O EMFA acrescenta que apenas recentemente se apercebeu de uma falha técnica, “que teve como consequência um atraso na publicação dos contratos mencionados”, mas não indica qual foi, em concreto, a falha, que diz ser extensiva não apenas ao Portal Base mas também à plataforma Acingov. O PÁGINA UM pediu esclarecimentos ao Instituto dos Mercados Públicos, do Imobiliário e da Construção (IMPIC), entidade responsável pela gestão do Portal Base, mas não obteve ainda qualquer reacção.
Em todo o caso, estas falhas parecem ser crónicas numa instituição supostamente conhecida pela ‘disciplina militar’ de rigor. Numa análise do PÁGINA UM aos últimos 500 contratos publicados pelo EMFA – que apanham um período desde 27 de Fevereiro do ano passado e hoje – identificam-se quatro contratos em que se demorou mais de 1.000 dias a inserir-se a informação no Portal Base, um dos quais a aquisição de um boroscópio de medição no valor de quase 31 mil euros à Olympus, adquirido em Agosto de 2020 e que só deu entrado no Portal Base em Agosto de 2023.
Mas isto são só os casos extremos. Se se considerar os atrasos superiores a um ano, ou seja, 365 dias, encontram-se 64 contratos, e aí o montante sobe para os 69,2 milhões de euros. Com atraso superior a meio ano são já 212 contratos, envolvendo um montante total superior a 100 milhões de euros. Contudo, considerando que os prazos de divulgação genericamente previstos no Código dos Contratos Públicos são de 20 dias úteis, o EMFA estará num cumprimento inferior a 20% dos contratos.
Considerando os 15 contratos acima de um milhão de euros, de entre os 500 mais recentemente divulgados pelo EMFA, apenas em seis se cumpriram os prazos, sendo que nos restantes nove encontram-se três em que a demora foi superior a dois longos anos. Neste caso, destaca-se o contrato de fornecimento de combustíveis por cerca de três anos à Petrogal no valor de 57,3 milhões de euros. A celebração foi a 30 de Setembro de 2021, mas a informação só viu a luz no Portal Base no passado dia 16 de Janeiro. Portanto, uma demora de 838 dias.

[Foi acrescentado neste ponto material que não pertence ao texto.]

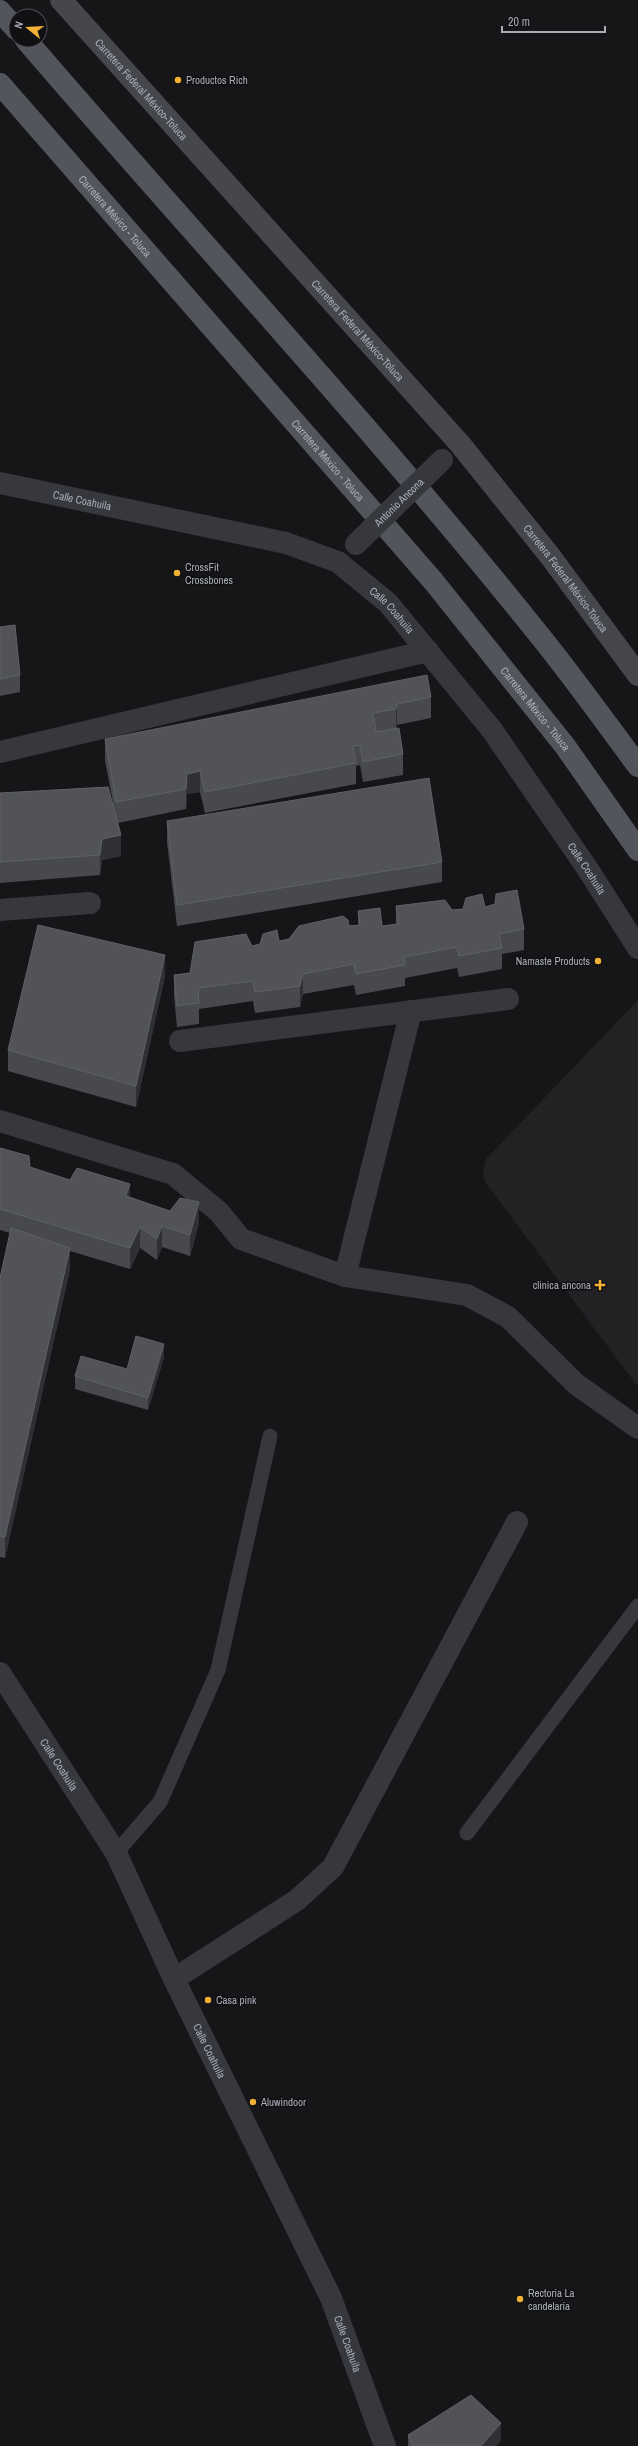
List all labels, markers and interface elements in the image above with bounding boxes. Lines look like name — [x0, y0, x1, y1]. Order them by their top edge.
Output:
north arrow — [8, 8, 48, 48]
scale bar — [502, 8, 605, 34]
text: 20 m — [508, 14, 530, 30]
text: N — [11, 20, 26, 30]
street label: Carretera Federal México-Toluca — [92, 36, 190, 143]
place label: Productos Rich — [186, 73, 248, 87]
marker: Productos Rich — [173, 75, 183, 85]
street label: Carretera México - Toluca — [76, 172, 154, 260]
street label: Carretera Federal México-Toluca — [309, 277, 407, 384]
street label: Carretera México - Toluca — [288, 416, 367, 504]
street label: Antonio Ancona — [370, 475, 427, 530]
street label: Calle Coahuila — [52, 487, 113, 513]
street label: Carretera Federal México-Toluca — [520, 522, 611, 635]
place label: CrossFit Crossbones — [185, 560, 234, 587]
marker: CrossFit Crossbones — [172, 568, 182, 578]
street label: Calle Coahuila — [367, 584, 417, 636]
street label: Carretera México - Toluca — [497, 664, 573, 754]
street label: Calle Coahuila — [564, 840, 609, 897]
place label: Namaste Products — [516, 954, 590, 968]
marker: Namaste Products — [593, 956, 603, 966]
place label: clinica ancona — [533, 1278, 591, 1292]
marker: clinica ancona — [594, 1279, 606, 1291]
street label: Calle Coahuila — [37, 1736, 81, 1793]
place label: Casa pink — [216, 1993, 257, 2007]
marker: Casa pink — [203, 1995, 213, 2005]
street label: Calle Coahuila — [190, 2021, 229, 2081]
place label: Aluwindoor — [260, 2095, 306, 2109]
marker: Aluwindoor — [248, 2097, 258, 2107]
place label: Rectoria La candelaria — [528, 2286, 575, 2313]
marker: Rectoria La candelaria — [515, 2294, 525, 2304]
street label: Calle Coahuila — [331, 2313, 364, 2374]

Por sua vez, o contrato de fornecimento de electricidade com a Endesa assinado no antepenúltimo dia de 2021 acabou por somente ontem ser colocado no Portal Base. Teve um preço contratual próximo de 3,5 milhões de euros. Por fim, o contrato de limpeza com a Interlimpe, assinado em 1 de Junho de 2021 no valor de quase 1,2 milhões de euros foi apenas publicado no Portal Base no passado dia 18. Ou seja, um contrato que tinha um período de vigência de 730 dias, demorou 961 dias a ser inserido na plataforma. Portanto, serviu apenas para fazer História.
Perante este histórico, o ‘guião’ de divulgação dos contratos de meios aéreos para a próxima ‘época de fogos’. No ano passado terão sido contratadas 65 aeronaves, prevendo-se mais cinco para este ano, que o PÁGINA UM não conseguiu confirmar se incluem os quatro helicópteros comprados no âmbito do Programa de Recuperação e Resiliência.